There are a lot of reasons Republicans should not be in charge of healthcare policy, like: Not believing that healthcare is a right; prioritizing corporate profits over people's health and very lives; not regarding abortion (and, in many cases, even contraception) as basic parts of healthcare. As but a few examples.

Over the past few days, Republican men in particular have been showing their asses on healthcare policy, demonstrating exactly why they cannot and should not be entrusted to decide healthcare policy for anyone.

First, there was Rep. Jason Chaffetz of Utah, saying: "Americans have choices. And they've gotta make a choice. And so maybe, rather than getting that new iPhone that they just love and they wanna go spend hundreds of dollars of that, maybe they should invest it in their own healthcare."

Then, there was Rep. Mark Meadows of North Carolina, invoking that old chestnut about how everyone can get healthcare at emergency rooms. As though a federal law mandating emergency treatment is a solution for terminal disease. Or chronic illness. Or disability. Or preventative care.

Then, there was White House Press Secretary Sean Spicer refusing to answer how many people would be covered (or lose coverage) under the Republican healthcare proposal, and instead deflecting to commentary about access, as if how many people have (or don't have) health insurance isn't a key part of the access issue.

Then, there was Speaker Paul Ryan, the intellectual [sic] leader of the GOP, revealing he does not understand and/or does not care how insurance works at the most fundamental level.


Then, there was Rep. John Shimkus of Illinois demanding to know why men should have to pay for prenatal healthcare coverage.
Democratic Rep. Mike Doyle of Pennsylvania: I'd just like to say to our friend from Oklahoma: None of us think this bill is perfect. I've never heard a single Democrat say that this bill was perfect. We knew that it needed work, and we wanted for the last seven years to work with Republicans to try to improve this bill. You guys weren't very interested in that. I'm not sure what the gentleman is talking about when he talks about mandates. What mandate in the Obamacare bill does he take issue with? Certainly not with preexisting conditions, or caps on benefits, or letting your child stay on the policy to 26. So I'm curious, what is it we're mandating—

Republican Rep. John Shimkus of Illinois: Will the gentleman yield?

Doyle: Yeah, sure.

Shimkus: What about men having to purchase prenatal care? [Doyle stutters in disbelief; murmurs throughout the chamber] I'm just— Is that not correct?

Doyle: Ah, ah, reclaiming my time!

Shimkus: Should they?!

Doyle: Reclaiming my time! There's no such thing as ala carte— [call for order] There's no such thing as ala carte insurance, John. You don't, you don't get a list and say, "Gimme that."

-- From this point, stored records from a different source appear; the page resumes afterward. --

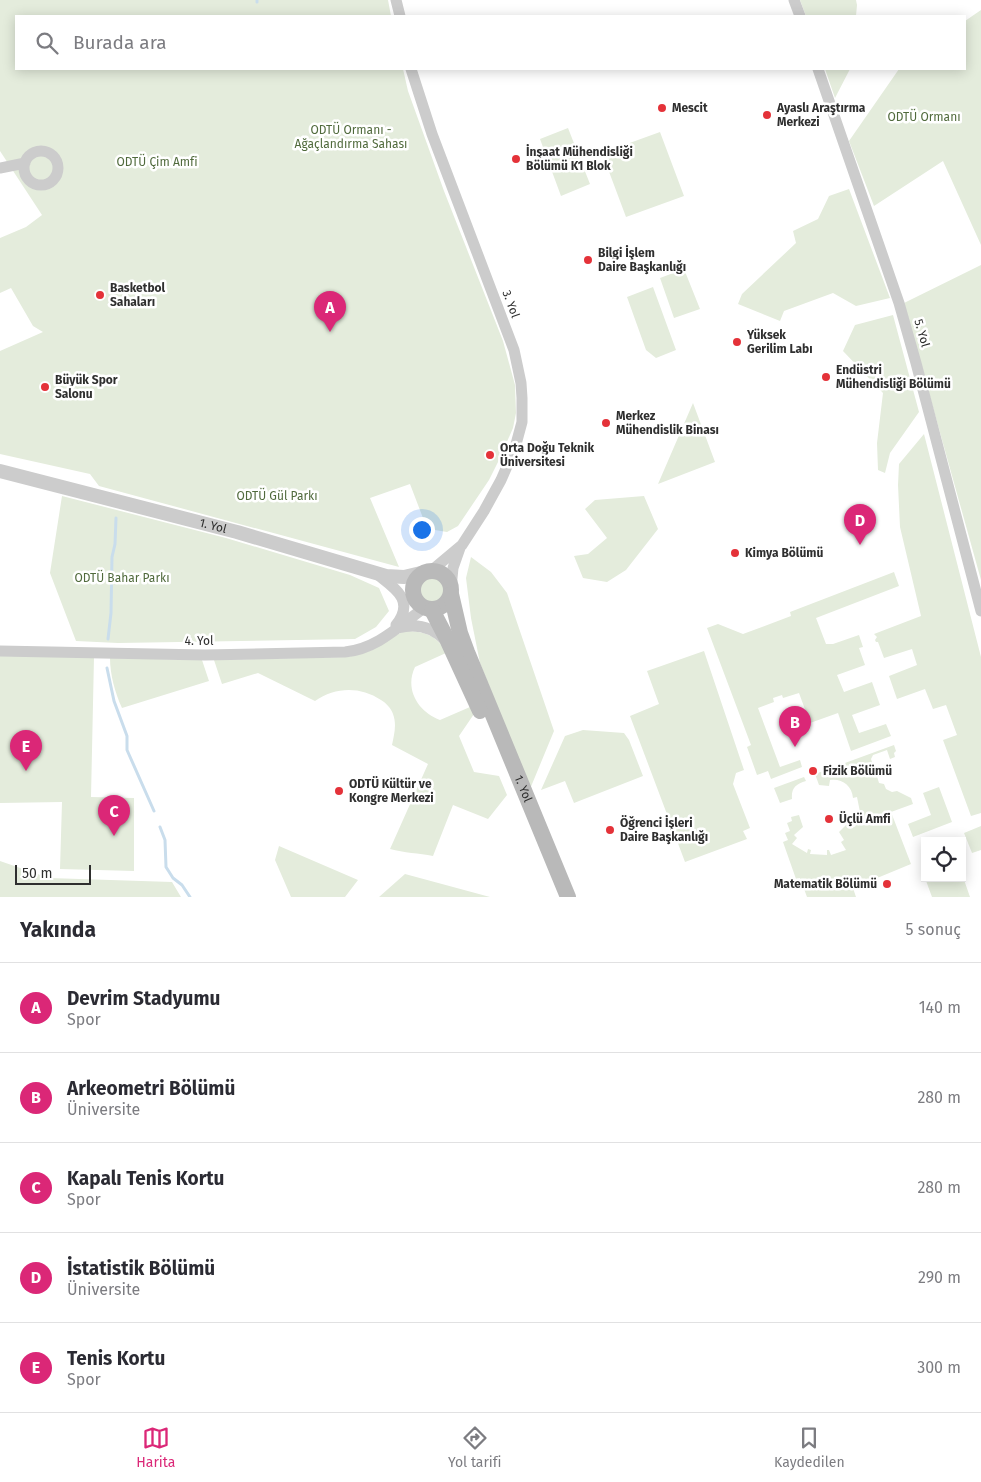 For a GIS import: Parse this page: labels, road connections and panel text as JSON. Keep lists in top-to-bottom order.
{
  "streets": {
    "main road": ["1. Yol"],
    "street": ["3. Yol", "5. Yol", "4. Yol"]
  },
  "crossings": [
    ["3. Yol", "1. Yol"],
    ["3. Yol", "4. Yol"],
    ["1. Yol", "4. Yol"]
  ],
  "parks": [
    "ODTÜ Ormanı",
    "ODTÜ Ormanı - Ağaçlandırma Sahası",
    "ODTÜ Çim Amfi",
    "ODTÜ Gül Parkı",
    "ODTÜ Bahar Parkı"
  ],
  "places": [
    "Mescit",
    "Ayaslı Araştırma Merkezi",
    "İnşaat Mühendisliği Bölümü K1 Blok",
    "Bilgi İşlem Daire Başkanlığı",
    "Basketbol Sahaları",
    "Yüksek Gerilim Labı",
    "Endüstri Mühendisliği Bölümü",
    "Büyük Spor Salonu",
    "Merkez Mühendislik Binası",
    "Orta Doğu Teknik Üniversitesi",
    "Kimya Bölümü",
    "Fizik Bölümü",
    "ODTÜ Kültür ve Kongre Merkezi",
    "Üçlü Amfi",
    "Öğrenci İşleri Daire Başkanlığı",
    "Matematik Bölümü"
  ],
  "scale_bar": "50 m",
  "page": {
    "search": "Burada ara",
    "pins": [
      "A",
      "D",
      "B",
      "E",
      "C"
    ],
    "scale": "50 m",
    "heading": ["Yakında", "5 sonuç"],
    "list": [
      {
        "mark": "A",
        "name": "Devrim Stadyumu",
        "note": "Spor",
        "value": "140 m"
      },
      {
        "mark": "B",
        "name": "Arkeometri Bölümü",
        "note": "Üniversite",
        "value": "280 m"
      },
      {
        "mark": "C",
        "name": "Kapalı Tenis Kortu",
        "note": "Spor",
        "value": "280 m"
      },
      {
        "mark": "D",
        "name": "İstatistik Bölümü",
        "note": "Üniversite",
        "value": "290 m"
      },
      {
        "mark": "E",
        "name": "Tenis Kortu",
        "note": "Spor",
        "value": "300 m"
      }
    ],
    "nav": ["Harita", "Yol tarifi", "Kaydedilen"]
  }
}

Shimkus: That's the point! That's the point! We want the consumer to be able to go to the insurance market and be able to negotiate on a plan—

Doyle: You tell— Reclaiming my time! [call for order] You tell me what insurance company will do that. There isn't a single insurance company in the world that does that, John. So you're talking about something that doesn't exist!
And then there was Rep. Roger Marshall of Kansas, who incredibly argued that poor people "just don't want health care and aren't going to take care of themselves."

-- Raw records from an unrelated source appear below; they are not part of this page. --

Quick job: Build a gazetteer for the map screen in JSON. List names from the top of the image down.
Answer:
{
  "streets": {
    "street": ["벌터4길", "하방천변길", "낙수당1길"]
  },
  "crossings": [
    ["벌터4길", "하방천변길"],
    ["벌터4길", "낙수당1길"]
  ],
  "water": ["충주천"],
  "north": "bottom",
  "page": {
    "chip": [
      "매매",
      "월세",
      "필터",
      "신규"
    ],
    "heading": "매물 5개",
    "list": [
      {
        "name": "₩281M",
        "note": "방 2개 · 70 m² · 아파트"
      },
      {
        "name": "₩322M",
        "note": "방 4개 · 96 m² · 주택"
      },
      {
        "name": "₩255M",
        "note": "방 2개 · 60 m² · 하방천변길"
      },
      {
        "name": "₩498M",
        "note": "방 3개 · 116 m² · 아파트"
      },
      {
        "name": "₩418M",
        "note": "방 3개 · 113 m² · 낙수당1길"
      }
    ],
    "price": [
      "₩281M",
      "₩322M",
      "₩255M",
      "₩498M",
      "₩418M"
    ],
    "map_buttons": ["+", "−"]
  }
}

In response to a question about Medicaid expansion, Marshall said:
"Just like Jesus said, 'The poor will always be with us,'" he said. "There is a group of people that just don't want health care and aren't going to take care of themselves."

Pressed on that point, Marshall shrugged.

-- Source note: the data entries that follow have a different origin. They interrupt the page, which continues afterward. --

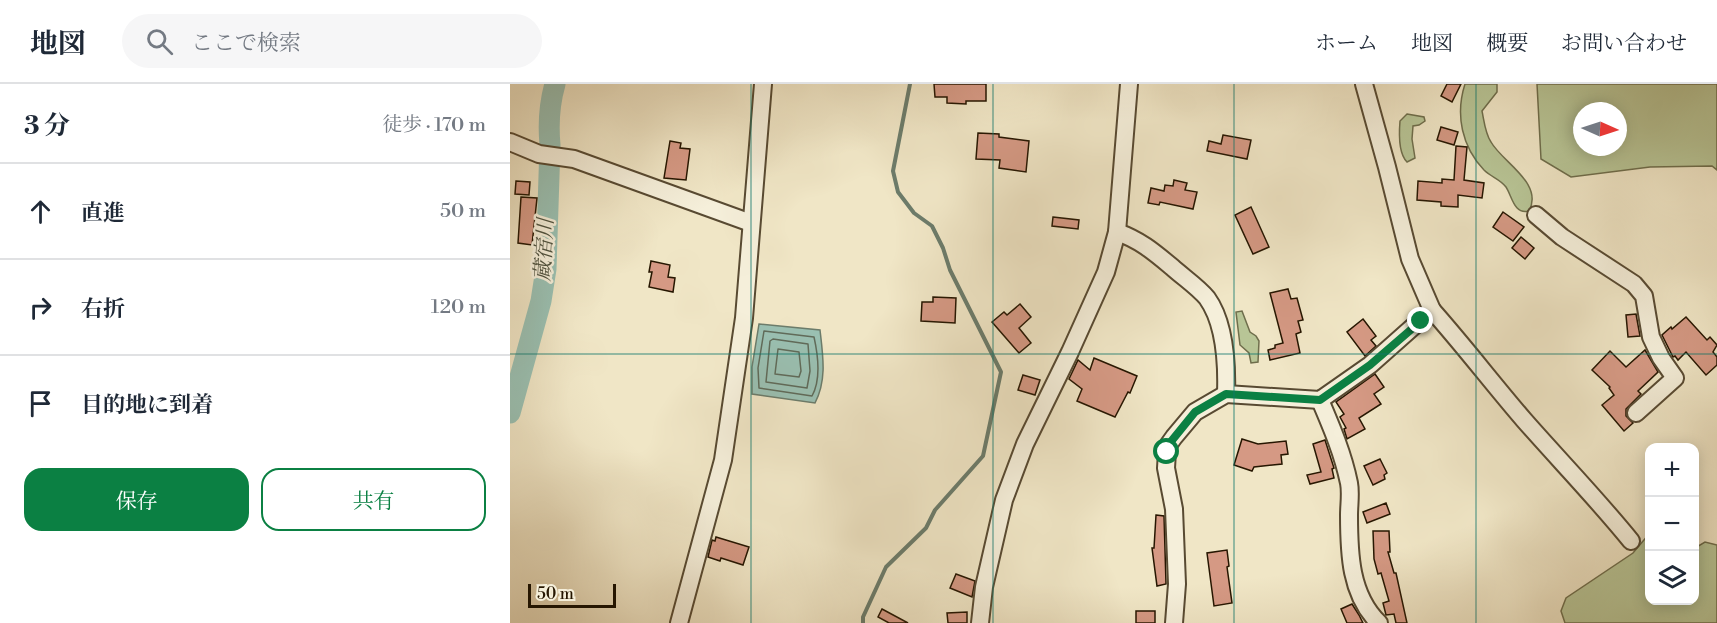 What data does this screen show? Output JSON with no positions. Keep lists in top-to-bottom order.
{
  "water": ["蔵宿川"],
  "scale_bar": "50 m",
  "north": "right",
  "page": {
    "header": "地図",
    "search": "ここで検索",
    "nav": [
      "ホーム",
      "地図",
      "概要",
      "お問い合わせ"
    ],
    "heading": ["3 分", "徒歩 · 170 m"],
    "list": [
      ["直進", "50 m"],
      ["右折", "120 m"],
      "目的地に到着"
    ],
    "map_buttons": ["+", "−"],
    "buttons": ["保存", "共有"],
    "scale": "50 m"
  }
}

"Just, like, homeless people. …I think just morally, spiritually, socially, [some people] just don't want health care," he said. "The Medicaid population, which is [on] a free credit card, as a group, do probably the least preventive medicine and taking care of themselves and eating healthy and exercising. And I'm not judging, I'm just saying socially that's where they are. So there's a group of people that even with unlimited access to health care are only going to use the emergency room when their arm is chopped off or when their pneumonia is so bad they get brought [into] the ER."
Echoes of Mitt Romney's 47 percent of people refuse to "take personal responsibility and care for their lives" comments. It was ignorant, indecent rubbish then, and it's ignorant, indecent rubbish now.

And finally, of course, there was Donald Trump, skipping out on promoting his party's healthcare proposal, and instead just tweeting: "Despite what you hear in the press, healthcare is coming along great. We are talking to many groups and it will end in a beautiful picture!"

And in the sense that there's a chance it could end in a photo of him at a desk, signing a piece of garbage legislation, I suppose it could end in a picture. But given that it would be a picture of a cruel man signing people's death sentences, it would hardly be a beautiful one, as far as I'm concerned. Leave it to Trump to describe the endgame of this horror show in terms of optics, whether he meant so literally or figuratively.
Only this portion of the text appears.